Date of Graduation

1985

Document Type

Dissertation/Thesis

Abstract

The Indochina phase of the Geneva Conference of 1954 played a critical role in the ending of the First Indochina War and prepared the way for the involvement of the United States in the Vietnam conflict. Little is understood of the conference because of a paucity of information available. Recently, this deficiency has been corrected somewhat as various departments and agencies have begun to declassify documents. An analysis of these new materials reveals that the United States did not have a well-defined policy in mid-1954 and that Eisenhower responded in an ad hoc fashion to conditions on the battlefield in Indochina, the vacillations of major American allies, and the conflicting advice of his principal advisors. Research has revealed that President Eisenhower relied more on his own counsel and that of his friend and former Chief of Staff, Walter Bedell Smith than has heretofore been known.

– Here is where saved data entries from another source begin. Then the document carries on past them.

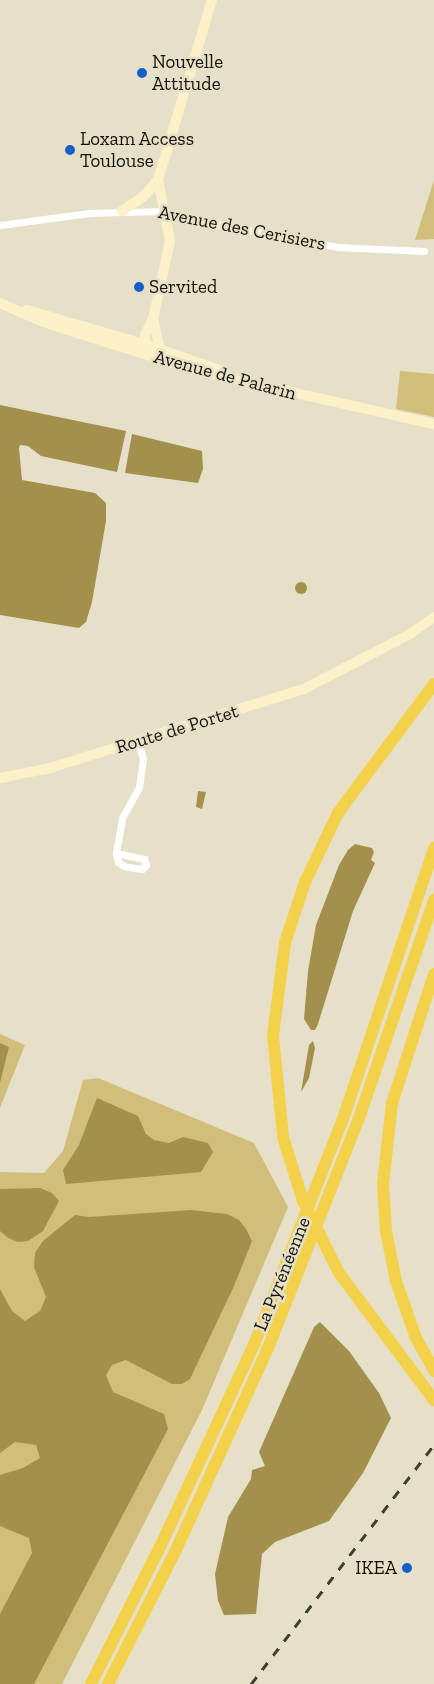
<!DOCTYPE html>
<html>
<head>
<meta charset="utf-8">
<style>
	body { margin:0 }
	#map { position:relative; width:434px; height:1684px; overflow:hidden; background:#e7e0c8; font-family:"Zilla Slab",serif }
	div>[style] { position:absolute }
	.green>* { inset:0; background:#d1be7a }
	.water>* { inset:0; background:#a3904d }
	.round { border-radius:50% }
	.street>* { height:7px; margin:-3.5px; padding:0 3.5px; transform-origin:3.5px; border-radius:3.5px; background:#fff }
	.secondary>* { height:10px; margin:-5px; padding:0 5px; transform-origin:5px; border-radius:5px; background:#fcf1c9 }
	.highway>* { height:12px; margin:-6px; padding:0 6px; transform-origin:6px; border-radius:6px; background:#f4d14a }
	.rail>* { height:2.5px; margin-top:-1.25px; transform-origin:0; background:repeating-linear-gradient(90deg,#403d31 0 9px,transparent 0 18px) }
	.dots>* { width:14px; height:14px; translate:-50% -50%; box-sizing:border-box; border:2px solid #e7e0c8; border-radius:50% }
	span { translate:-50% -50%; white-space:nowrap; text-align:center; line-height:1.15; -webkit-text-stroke:5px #e7e0c8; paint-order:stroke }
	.poi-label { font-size:19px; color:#15130a }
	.left { translate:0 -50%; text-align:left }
	.right { translate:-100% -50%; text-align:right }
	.street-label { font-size:19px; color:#15130a }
</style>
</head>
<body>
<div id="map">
	<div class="green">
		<i style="clip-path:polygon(434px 180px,434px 239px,415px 240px)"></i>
		<i style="clip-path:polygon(400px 371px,434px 374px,434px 417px,396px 409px)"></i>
		<i style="clip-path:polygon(0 1034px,25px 1045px,0 1108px)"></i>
		<i style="clip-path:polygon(98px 1078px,254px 1143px,288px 1207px,202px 1410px,62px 1684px,0 1684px,0 1172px,44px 1173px,63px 1151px,83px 1080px)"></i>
	</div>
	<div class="water">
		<i style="clip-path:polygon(0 405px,126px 431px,117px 472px,41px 456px,28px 446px,20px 445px,19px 448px,22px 480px,95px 493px,106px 503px,106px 521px,92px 602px,86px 622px,79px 628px,0 615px)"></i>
		<i style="clip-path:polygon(132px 434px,202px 451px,203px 469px,198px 483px,125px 473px)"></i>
		<i class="round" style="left:295px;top:582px;width:12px;height:12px"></i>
		<i style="clip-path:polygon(198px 791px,206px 792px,202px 809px,196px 807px)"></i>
		<i style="clip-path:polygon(355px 844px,372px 848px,374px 852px,371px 860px,375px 863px,353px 911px,318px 1024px,315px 1030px,311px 1030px,304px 1019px,308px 971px,316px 925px,339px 865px,348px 850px)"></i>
		<i style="clip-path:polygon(313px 1041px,315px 1048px,309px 1078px,301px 1092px,309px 1045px)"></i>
		<i style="clip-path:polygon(0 1043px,9px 1047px,0 1083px)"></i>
		<i style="clip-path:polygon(97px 1098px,138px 1116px,146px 1134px,154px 1140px,169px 1143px,183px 1137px,208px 1143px,213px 1152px,201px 1172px,66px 1184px,63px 1170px,79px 1145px)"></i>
		<i style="clip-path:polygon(40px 1188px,52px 1193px,59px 1201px,43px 1231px,28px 1241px,18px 1242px,8px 1238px,0 1231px,0 1189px)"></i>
		<i style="clip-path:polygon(191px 1210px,227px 1214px,239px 1220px,246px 1229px,252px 1241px,234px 1286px,190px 1379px,182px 1384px,172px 1384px,126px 1360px,112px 1365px,106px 1375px,113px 1392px,164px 1414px,168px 1429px,34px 1684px,0 1684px,0 1614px,32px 1553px,29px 1538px,0 1526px,0 1475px,23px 1468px,40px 1458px,36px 1445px,15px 1442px,0 1453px,0 1289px,12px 1311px,25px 1321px,40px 1311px,46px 1297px,34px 1267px,35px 1253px,43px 1241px,75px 1215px,89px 1217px)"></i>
		<i style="clip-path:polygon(320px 1322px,349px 1351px,379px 1393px,391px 1418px,363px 1473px,329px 1521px,275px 1542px,262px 1554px,256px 1614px,224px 1615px,218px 1601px,215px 1574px,228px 1517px,251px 1479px,252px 1470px,265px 1466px,259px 1452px,314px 1327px)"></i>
	</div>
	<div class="street">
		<i style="left:0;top:225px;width:90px;rotate:-7.7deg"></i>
		<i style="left:89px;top:213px;width:75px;rotate:-1.5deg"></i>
		<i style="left:164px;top:211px;width:16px;rotate:22deg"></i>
		<i style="left:179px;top:217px;width:162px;rotate:10.7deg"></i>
		<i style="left:338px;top:247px;width:86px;rotate:2.7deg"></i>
		<i style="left:116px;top:853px;width:29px;rotate:12deg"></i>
		<i style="left:144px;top:859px;width:6px;rotate:72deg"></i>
		<i style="left:146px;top:865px;width:6px;rotate:135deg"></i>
		<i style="left:142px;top:869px;width:18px;rotate:-171deg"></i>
		<i style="left:124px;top:866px;width:7px;rotate:-146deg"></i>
		<i style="left:118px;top:862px;width:9px;rotate:-103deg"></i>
		<i style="left:116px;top:853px;width:36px;rotate:-80deg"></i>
		<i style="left:122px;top:818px;width:35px;rotate:-61deg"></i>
		<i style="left:139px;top:787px;width:28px;rotate:-82deg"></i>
		<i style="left:143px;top:759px;width:19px;rotate:-106deg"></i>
	</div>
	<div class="secondary">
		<i style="left:122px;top:211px;width:25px;rotate:-34deg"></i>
		<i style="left:143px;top:197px;width:23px;rotate:-49deg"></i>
		<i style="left:0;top:303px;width:47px;rotate:23.8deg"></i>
		<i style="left:43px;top:322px;width:158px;rotate:17.6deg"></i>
		<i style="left:194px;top:370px;width:246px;rotate:12.7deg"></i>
		<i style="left:27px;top:310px;width:122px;rotate:16.2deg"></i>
		<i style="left:144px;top:344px;width:83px;rotate:18.9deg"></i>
		<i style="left:153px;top:319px;width:31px;rotate:77deg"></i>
		<i style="left:146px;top:354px;width:20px;rotate:-93deg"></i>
		<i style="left:145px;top:334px;width:17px;rotate:-62deg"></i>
		<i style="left:153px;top:319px;width:80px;rotate:-77.7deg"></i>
		<i style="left:170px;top:241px;width:62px;rotate:-101.1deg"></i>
		<i style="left:158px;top:180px;width:188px;rotate:-73.3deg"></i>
		<i style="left:0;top:778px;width:51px;rotate:-11.3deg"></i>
		<i style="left:50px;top:768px;width:266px;rotate:-17.3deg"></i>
		<i style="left:304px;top:689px;width:119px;rotate:-27.4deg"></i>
		<i style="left:410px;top:634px;width:29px;rotate:-35deg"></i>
	</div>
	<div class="highway">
		<i style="left:434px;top:684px;width:161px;rotate:126.7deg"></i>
		<i style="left:338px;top:813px;width:76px;rotate:115.6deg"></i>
		<i style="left:305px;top:882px;width:64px;rotate:108.2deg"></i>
		<i style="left:285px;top:943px;width:94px;rotate:97.4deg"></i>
		<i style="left:273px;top:1036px;width:101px;rotate:84.3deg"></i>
		<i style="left:283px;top:1137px;width:67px;rotate:72.6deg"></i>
		<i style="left:303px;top:1201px;width:80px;rotate:63.4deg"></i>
		<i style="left:339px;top:1273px;width:159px;rotate:53.2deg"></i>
		<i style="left:434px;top:974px;width:136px;rotate:108deg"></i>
		<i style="left:392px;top:1103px;width:81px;rotate:96.3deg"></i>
		<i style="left:383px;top:1184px;width:47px;rotate:86.3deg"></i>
		<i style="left:386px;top:1231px;width:51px;rotate:78.7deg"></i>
		<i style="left:396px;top:1281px;width:60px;rotate:70.7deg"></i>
		<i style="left:416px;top:1338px;width:38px;rotate:61deg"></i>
		<i style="left:91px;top:1684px;width:153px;rotate:-63.3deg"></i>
		<i style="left:160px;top:1547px;width:226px;rotate:-65.1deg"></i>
		<i style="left:255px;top:1342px;width:243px;rotate:-68.5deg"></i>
		<i style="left:344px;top:1116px;width:283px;rotate:-71.4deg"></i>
		<i style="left:108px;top:1684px;width:150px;rotate:-63.1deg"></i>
		<i style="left:176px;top:1550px;width:222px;rotate:-65.5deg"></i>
		<i style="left:268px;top:1348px;width:247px;rotate:-68.4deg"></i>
		<i style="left:359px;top:1118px;width:231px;rotate:-71deg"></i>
	</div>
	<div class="rail">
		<i style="left:251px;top:1684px;width:301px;rotate:-52.6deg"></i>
	</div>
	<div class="dots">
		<i style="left:142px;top:73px;background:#185ec9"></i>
		<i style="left:70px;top:150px;background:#185ec9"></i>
		<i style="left:139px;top:287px;background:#185ec9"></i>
		<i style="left:407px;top:1568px;background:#185ec9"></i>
	</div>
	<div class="poi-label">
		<span class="left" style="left:152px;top:73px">Nouvelle<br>Attitude</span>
		<span class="left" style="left:80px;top:150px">Loxam Access<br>Toulouse</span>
		<span class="left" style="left:149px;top:287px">Servited</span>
		<span class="right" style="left:397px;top:1568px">IKEA</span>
	</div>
	<div class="street-label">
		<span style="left:242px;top:228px;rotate:11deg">Avenue des Cerisiers</span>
		<span style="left:225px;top:375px;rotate:15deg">Avenue de Palarin</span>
		<span style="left:177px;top:729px;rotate:-17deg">Route de Portet</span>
		<span style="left:282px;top:1274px;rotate:-68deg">La Pyrénéenne</span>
	</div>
</div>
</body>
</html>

The role Secretary of State John Foster Dulles played in Indochina policy formation was minor. Eisenhower sought to end the First Indochina War without involving the United States in the conflict. The agreement reached at Geneva represents a victory for the President's policy of ending the war without recognizing the defeat imposed on France by the Democratic Republic of Vietnam, and as a result of the negotiations, the United States took the first tentative step towards reaching an understanding with the Soviet Union, the People's Republic of China, and America's allies, the United Kingdom and France.